In this credit-starved economy, cash has become a badge of honor.
Last week, Apple chieftain Steve Jobs trumpeted his company’s $25 billion in cash reserves, dramatically one-upping Rupert Murdoch‘s boast about News Corp.’s $5 billion war chest a week earlier.
These well-timed brags, which echo Microsoft’s oft-stated commitment to maintaining substantial cash reserves, might in more buoyant times come under fire by Wall Street bulls. But when rival execs are losing company stock due to margin calls, such reserves are being positioned as a sign of strength.
Murdoch and Microsoft have both signaled their interest in acquiring companies during the downturn, while Jobs promised to pour some of his company’s coin into R&D, as it had during the dot-com bust.

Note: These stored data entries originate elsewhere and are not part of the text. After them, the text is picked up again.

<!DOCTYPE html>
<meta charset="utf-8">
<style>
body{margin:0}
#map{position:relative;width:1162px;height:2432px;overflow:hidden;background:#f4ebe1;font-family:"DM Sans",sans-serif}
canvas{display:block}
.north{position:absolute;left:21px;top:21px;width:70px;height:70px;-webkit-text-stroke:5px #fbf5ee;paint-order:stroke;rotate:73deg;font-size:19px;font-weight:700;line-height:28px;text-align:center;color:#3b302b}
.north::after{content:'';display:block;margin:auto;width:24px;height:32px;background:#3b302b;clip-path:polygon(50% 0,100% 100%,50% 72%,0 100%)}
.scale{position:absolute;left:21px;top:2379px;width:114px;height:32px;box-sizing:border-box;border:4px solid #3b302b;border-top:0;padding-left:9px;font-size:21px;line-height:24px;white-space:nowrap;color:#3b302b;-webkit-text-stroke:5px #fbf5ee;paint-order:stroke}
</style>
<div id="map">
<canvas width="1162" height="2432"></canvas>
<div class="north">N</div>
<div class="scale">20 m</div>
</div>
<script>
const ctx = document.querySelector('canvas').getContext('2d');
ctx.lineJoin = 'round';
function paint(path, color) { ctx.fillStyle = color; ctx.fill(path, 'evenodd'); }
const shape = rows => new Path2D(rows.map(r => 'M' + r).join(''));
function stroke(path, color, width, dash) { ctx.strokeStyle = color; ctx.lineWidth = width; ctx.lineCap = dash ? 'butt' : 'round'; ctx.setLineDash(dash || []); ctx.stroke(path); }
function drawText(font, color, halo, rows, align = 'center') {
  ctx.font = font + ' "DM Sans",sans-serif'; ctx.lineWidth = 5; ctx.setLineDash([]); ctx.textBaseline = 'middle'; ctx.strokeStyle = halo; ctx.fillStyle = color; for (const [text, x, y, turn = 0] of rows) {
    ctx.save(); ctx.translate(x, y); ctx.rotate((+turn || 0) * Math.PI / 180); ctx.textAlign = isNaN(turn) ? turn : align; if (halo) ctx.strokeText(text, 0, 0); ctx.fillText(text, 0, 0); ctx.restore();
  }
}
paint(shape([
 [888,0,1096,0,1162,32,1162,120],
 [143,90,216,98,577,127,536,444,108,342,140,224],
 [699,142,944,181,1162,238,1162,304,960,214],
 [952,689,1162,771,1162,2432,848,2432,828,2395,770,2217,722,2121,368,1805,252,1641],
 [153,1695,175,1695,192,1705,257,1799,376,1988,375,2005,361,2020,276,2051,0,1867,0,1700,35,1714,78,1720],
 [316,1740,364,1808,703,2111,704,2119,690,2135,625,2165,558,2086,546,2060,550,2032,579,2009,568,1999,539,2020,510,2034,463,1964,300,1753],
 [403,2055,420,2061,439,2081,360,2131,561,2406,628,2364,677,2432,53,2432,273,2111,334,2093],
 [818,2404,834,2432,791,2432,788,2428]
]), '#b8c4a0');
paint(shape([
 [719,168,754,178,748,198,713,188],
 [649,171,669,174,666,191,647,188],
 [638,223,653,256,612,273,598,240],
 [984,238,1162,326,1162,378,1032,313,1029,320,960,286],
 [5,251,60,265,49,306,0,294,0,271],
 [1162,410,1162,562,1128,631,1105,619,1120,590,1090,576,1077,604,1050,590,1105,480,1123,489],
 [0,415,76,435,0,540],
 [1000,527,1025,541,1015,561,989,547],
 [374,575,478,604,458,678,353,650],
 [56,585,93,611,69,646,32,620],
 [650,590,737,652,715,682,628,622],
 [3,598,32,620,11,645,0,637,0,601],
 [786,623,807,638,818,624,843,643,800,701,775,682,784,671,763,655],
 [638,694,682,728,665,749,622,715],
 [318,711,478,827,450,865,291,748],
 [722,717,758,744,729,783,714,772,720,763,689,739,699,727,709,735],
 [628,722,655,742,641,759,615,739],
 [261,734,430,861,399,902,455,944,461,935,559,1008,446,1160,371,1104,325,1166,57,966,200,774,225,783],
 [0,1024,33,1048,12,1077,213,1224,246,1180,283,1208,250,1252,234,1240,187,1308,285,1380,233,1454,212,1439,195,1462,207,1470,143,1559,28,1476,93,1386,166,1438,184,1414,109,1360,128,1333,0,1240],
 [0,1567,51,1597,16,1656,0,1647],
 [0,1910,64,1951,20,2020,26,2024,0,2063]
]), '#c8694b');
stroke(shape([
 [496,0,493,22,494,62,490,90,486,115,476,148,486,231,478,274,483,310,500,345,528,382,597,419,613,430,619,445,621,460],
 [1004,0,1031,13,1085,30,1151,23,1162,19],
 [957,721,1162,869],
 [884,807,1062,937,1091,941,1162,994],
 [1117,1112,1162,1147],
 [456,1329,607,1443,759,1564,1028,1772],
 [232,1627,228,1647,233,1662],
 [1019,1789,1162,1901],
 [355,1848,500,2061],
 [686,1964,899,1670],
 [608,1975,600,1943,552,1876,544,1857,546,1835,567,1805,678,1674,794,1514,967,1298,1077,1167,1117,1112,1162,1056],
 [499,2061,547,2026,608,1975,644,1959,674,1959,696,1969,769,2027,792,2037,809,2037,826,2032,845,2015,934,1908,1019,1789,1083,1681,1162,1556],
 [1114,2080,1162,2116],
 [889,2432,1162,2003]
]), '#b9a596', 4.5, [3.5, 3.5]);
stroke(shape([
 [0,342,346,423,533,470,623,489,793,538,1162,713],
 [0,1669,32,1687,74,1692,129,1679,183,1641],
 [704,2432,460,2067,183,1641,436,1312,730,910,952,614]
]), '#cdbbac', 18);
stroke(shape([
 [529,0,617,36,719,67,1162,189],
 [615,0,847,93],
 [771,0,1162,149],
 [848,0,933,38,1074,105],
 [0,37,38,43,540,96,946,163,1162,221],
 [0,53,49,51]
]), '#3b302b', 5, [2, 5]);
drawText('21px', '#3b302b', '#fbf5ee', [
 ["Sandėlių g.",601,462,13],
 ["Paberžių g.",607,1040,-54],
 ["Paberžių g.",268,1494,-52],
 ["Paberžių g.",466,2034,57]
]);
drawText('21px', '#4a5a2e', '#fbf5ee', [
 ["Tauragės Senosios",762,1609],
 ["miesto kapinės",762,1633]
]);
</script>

“This economy might present tremendous opportunities for people who have cash,” Jobs told analysts Oct. 21 after Apple presented healthy quarterly earnings gains. “Cash is already king, and it may get more so.”
Murdoch, whose company was so highly leveraged at one point in the early 1990s that he narrowly averted bankruptcy, recently suggested his company’s reserves would make it easier for News Corp. to swoop in and buy companies that cash-poor rivals could not.
Another benefit for those with money to spend: lower prices. According to Microsoft chief financial officer Chris Liddell, the biggest constraint his company faces isn’t the cost of acquisitions but the ability to integrate them.
“We will continue to buy,” Liddell assured Wall Street analysts on Oct. 23. “Clearly, relatively speaking, we are cash rich.”
Sumner Redstone and Lionsgate’s Michael Burns, meanwhile, have been caught in margin calls for their holdings. Both have lost a portion of their personal stakes in recent weeks. Redstone, who earlier this month had to sell $233 million in non-voting shares of CBS and Viacom to pay down debt in National Amusements, his holding company, is now trying to renegotiate National Amusements’ debt to avoid further sell-offs.
Burns, who has a finance background, lost almost half his stock in Lionsgate when Merrill Lynch forced the sale of the shares, which had been put up to back a loan. Burns told the Wall Street Journal it was the first time since 1987 that he’s faced a margin call, and suggested that the market has reached bottom.
Given the sobering indicators — company after company, even those reporting healthy profits, revised their forecasts downward last week, as the financial markets continued to gyrate — Burns’ prediction might be premature. In the meantime, the bargain hunters will pick up the slack for those lacking the coin.